What is the Meaning of: Lust | Concept and Definition of: Lust


Meanings, definitions, concepts of daily use

From the latin luxurĭa, lust is the appetite without restraint, deviant and disproportionate carnal pleasures. Even if this term tends to be associated with uncontrollable sexual desire, in fact, it allows to allude to the excess of anything else. Lust has a relationship with the lasciviousness that is unable to control the libido.
Religions condemn lust. For Catholicism, lust is a sin capital, while for Hinduism, it is part of the six inner enemies. Religion, in general, considered that sexual desire even is luxurious, belongs to the domain of the obsession or not. The moral condemnation to lust, for example, the prohibition of intercourse out of wedlock.

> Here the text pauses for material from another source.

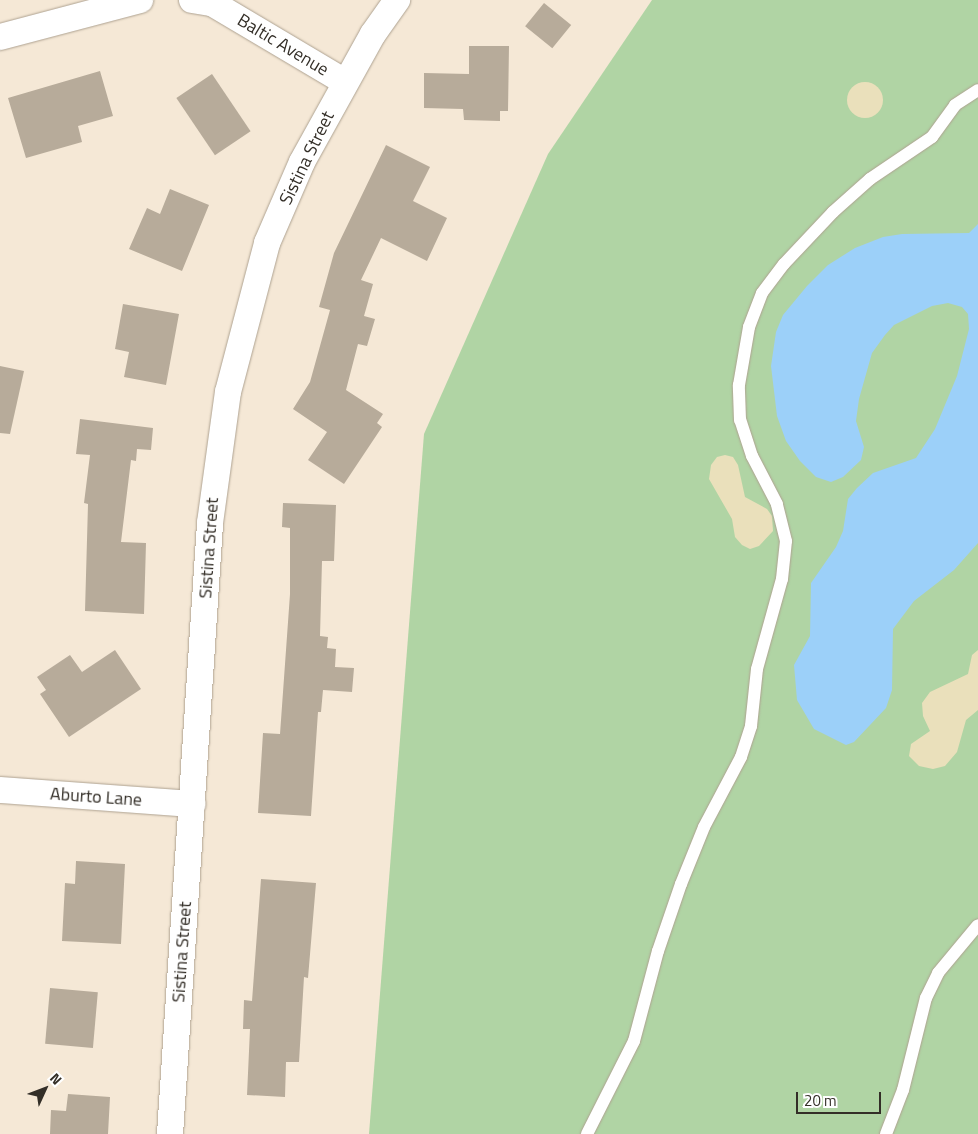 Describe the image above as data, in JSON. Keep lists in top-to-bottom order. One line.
{"streets":{"street":["Baltic Avenue","Sistina Street","Aburto Lane"]},"crossings":[["Baltic Avenue","Sistina Street"],["Sistina Street","Aburto Lane"]],"scale_bar":"20 m","north":"top right"}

In other words, lust is linked to possessive thoughts from someone else. When this kind of obsessions leads to a pathological extreme, it can generate sexual compulsions, abuse and rape.
A theological principle says that the source of love is still God; love God is to love all human beings human. On the other hand, if one does not like God, it is not more able to love anyone. Lust appears from the time which it is sought to possess the other to get love off God. It is therefore a dehumanization of the loved one.
The religious response against lust is the love for God and the recognition of the other as an object of divine creation. However, loving others is loving God.
Note: This translation is provided for educational purposes and may contain errors or be inaccurate.